Hope suddenly put her arms about me. She was sobbing.
“Don’t, Peter!” she whispered.
“Don’t look at me like that. I know how you feel. You–you and Vic–you aren’t real to me, either! We’re just shadows–lost souls….”
“Buck up, Hope!” Vic’s voice was kindly, yet firm and gravely commanding. “We’re all right. Only–temporarily–we’re Infra-Medians. Sit down, Pete, and let’s talk. It may be that there’s no time to lose in making some plans.”
* * * * *
“First of all,” I insisted, “tell me where we are; what’s happened to us. Do you know?”
“Where we are? Surely. Looking at it in one way, we’re less than a mile from my laboratory.”
“But, Vic!” I protested. “Do you really mean that we’re less than a mile from your laboratory; from our own world? If we were, we could see it; we’d bump into our own trees and houses and people; we’d be knocked down by automobiles, and–“
“Two bodies cannot occupy the same space at the same time. Old law of simple physics. Is that what you mean?” interrupted Vic.
“Why, yes.”
“And a body; what’s that?”
“A body? Why, matter, I suppose.”
“And matter is what?”
“Anything that occupies space,” I replied triumphantly. I had remembered that much from my physics classes.
“True,” smiled Vic. “But let’s see. It is possible to have sound and light in the same place, isn’t it? We can even add other things: heat and electricity, for example. Speaking of electricity, a tremendous current of it adds nothing to the weight of the wire carrying it, and nothing to its bulk, unless we have a heating overload. Current enough to kill a thousand men, or to do the work of a million horses, weighs nothing, is invisible, and actually does nothing until released in some form or other, either by accident or design.”

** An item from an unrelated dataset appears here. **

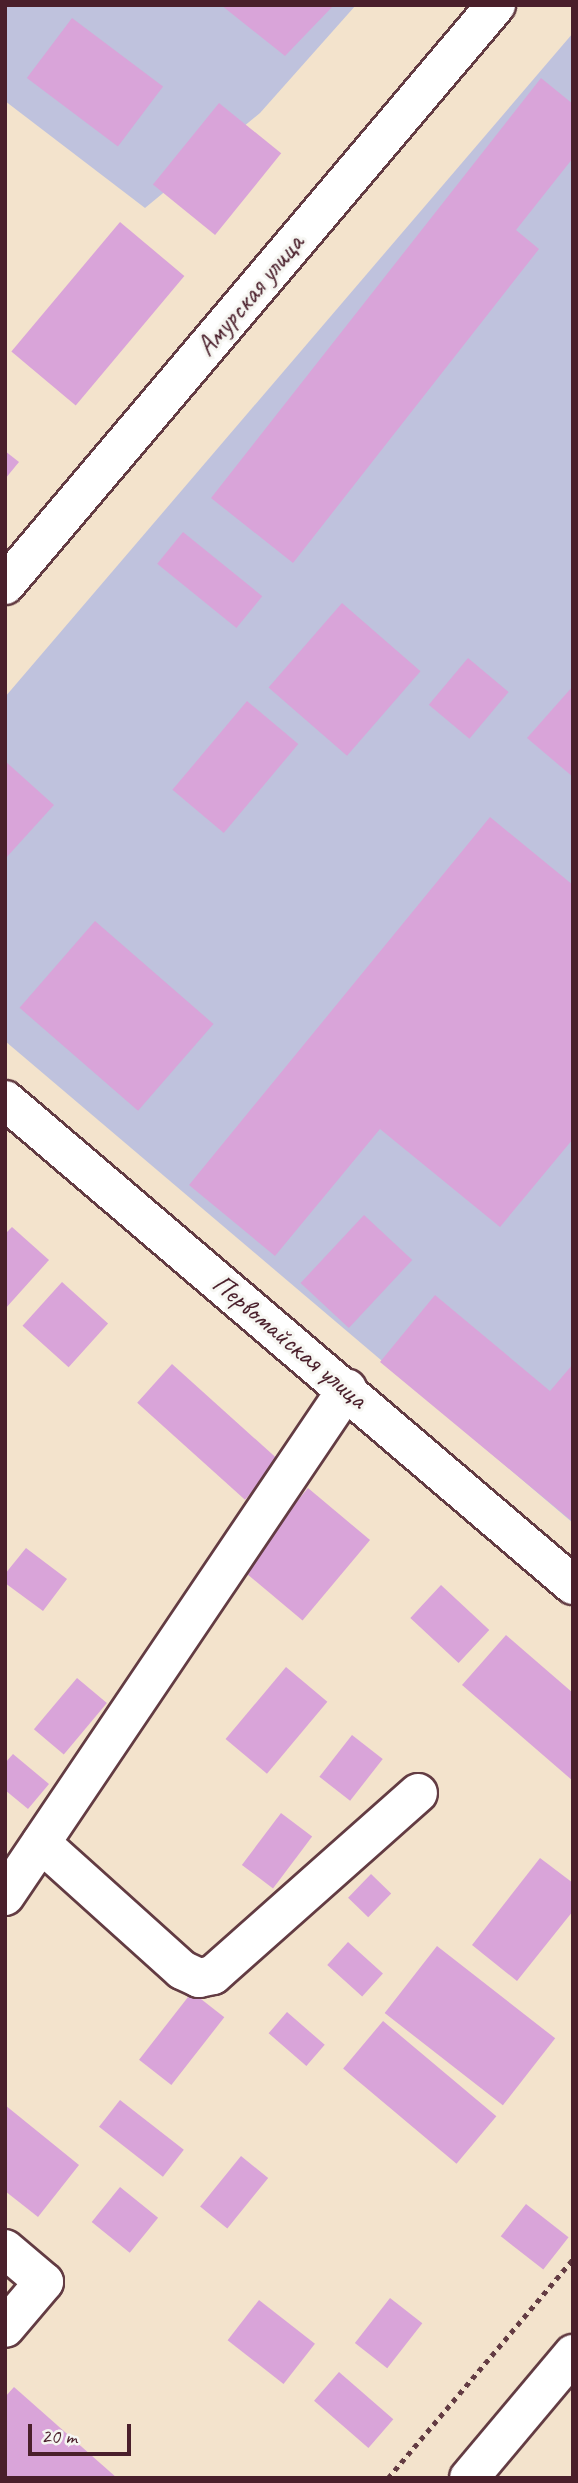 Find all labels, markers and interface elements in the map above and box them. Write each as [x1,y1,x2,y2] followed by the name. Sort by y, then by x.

“True, but electricity isn’t matter. Our old world is matter; I’m matter, and you’re matter. Why don’t we bump into things?”
“Our old world is matter, true enough, but for the rest, you’re wrong, Pete, old son. You’re not matter, any more. You’re something else. In terms of our own being, you do not exist in your present form. This world does not exist. And the reverse is just as true.”
* * * * *
I stared at him, bewildered.
“What am I, then–a ghost?”
“Nothing of the sort. You’re old Pete Grahame, a darned good half-back, and the world’s rottenest scientist. Only you’ve been passed into another form of being, through the action of four little quartz bulbs whose periods of vibrations form a beat–but that’s over your head, Pete, old son, and we’ll have time to talk over details when we get back. Right now, we’re in somewhat of a jam.” Instinctively, he glanced at Hope; it was her danger, and not his own, that had brought that haggard pallor to his face in so short a time.
“That’s what I don’t understand. What do these people–if you can call them that–want of us?”
Vic looked down, frowning.
“I’m not sure I’m right,” he replied after a moment, “but if I am–they wish us to kill them. As many as possible.